Board members said they thought it was too late in the process to require the archeological survey, but they did table the application until Cee Scott Brown, the board’s chairman, could discuss the matter with village attorneys to make sure the board was not “starting down a slippery slope.”
“This conversation should have been forty years ago when this house was still solid and standing up,” said Mr. Brown.
“I don’t know that we can transfer the burden of all that to the people who bought it,” added board member Penni Ludwig. “Now we’re going to stop their project? It’s sort of too late.”
“If you look at the picture, there isn’t much to demolish,” added board member Tom Horn. “I grew up in the neighborhood in the 1930s, and it was falling down then.”
“It’s been 300 years, what would one month do?” asked Reverend Campbell.
She was joined in her effort to slow down the application by Terry Fraser, a Hampton Street resident. Both said they had sought to reach out to the ARB earlier but had been told at the time there was no application pending on the property, so there was nothing for them to comment on.
“It really is a treasure trove,” said Reverend Campbell, who described her self as an early American history buff. “I know it looks like a wreck when you drive by.”
Reverend Campbell said the house included such intact features as six-over-six window panes, which were common during the colonial period, hand-forged latches on the doors, and a hand-dug well lined with brick.
If the house is simply demolished without an archeological record, “we will lose an important of not only Sag Harbor history but of American history,” she told the board.
Mr. Mulderrig was not too keen about the idea. “I respect the historical significance,” he told the board, “but if you do look at the picture it’s a liability, it is falling down. I don’t even want to go into that place, let alone try to take anything down.”
Later in the week, Mr. Vermandois opened a new front in the battle, submitting a detailed report that sought to debunk Reverend Campbell’s claim that the house pre-dated the American Revolution.
“I believe that while the house is old, it is likely not quite as old as [the Eastville Community Historical Society] suspects, most likely being of early to mid-9th century in date,” he wrote.
This week, Reverend Campbell said she stood by her belief that the house pre-dates the Revolution. “Experts do disagree,” she said.
At Thursday’s meeting, Mr. Vermandois said that if the board were to require an archeological survey of the Mulderrigs, it would be bound to require that of “every house that is on the market.”
He also suggested the ARB would be well-served by getting a “non-voting historic preservationist who comes to meetings and makes these sort of calls before we get to this stage.”
While the board seemed to be of a mind that it was too late to require the archeological survey, it was united in asking Mr.

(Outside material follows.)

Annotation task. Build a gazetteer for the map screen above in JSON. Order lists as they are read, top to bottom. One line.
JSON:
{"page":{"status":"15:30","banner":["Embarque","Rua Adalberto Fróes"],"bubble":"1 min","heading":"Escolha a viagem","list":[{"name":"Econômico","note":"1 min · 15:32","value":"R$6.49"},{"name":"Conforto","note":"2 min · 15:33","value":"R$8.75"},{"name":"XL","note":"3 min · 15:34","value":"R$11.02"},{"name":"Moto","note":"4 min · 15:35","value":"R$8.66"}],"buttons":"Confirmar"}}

Mulderrig to use cedar shingles for the roof.
The board also retroactively approved a demolition permit for Teresa Romanelli for a house at 51 Palmer Terrace that was torn down.
Mr. Vermandois, the architect for the project, told the board, the house was originally built in 1915, but that most of it dated to the 1960s. He said he had planned to keep some of the foundation and walls “not because there was significant value but I wanted the builder to use them as a frame of reference.”
“There was frankly a miscommunication between me and the builder,” he told the board. “I wasn’t on the job site the day of the demolition.”
The board agreed to issue the permit, although Mr. Brown said that he wished Mr. Vermandois had explained to the board the reason for keeping the walls. “I wish you had been forthcoming with us about that,” he said.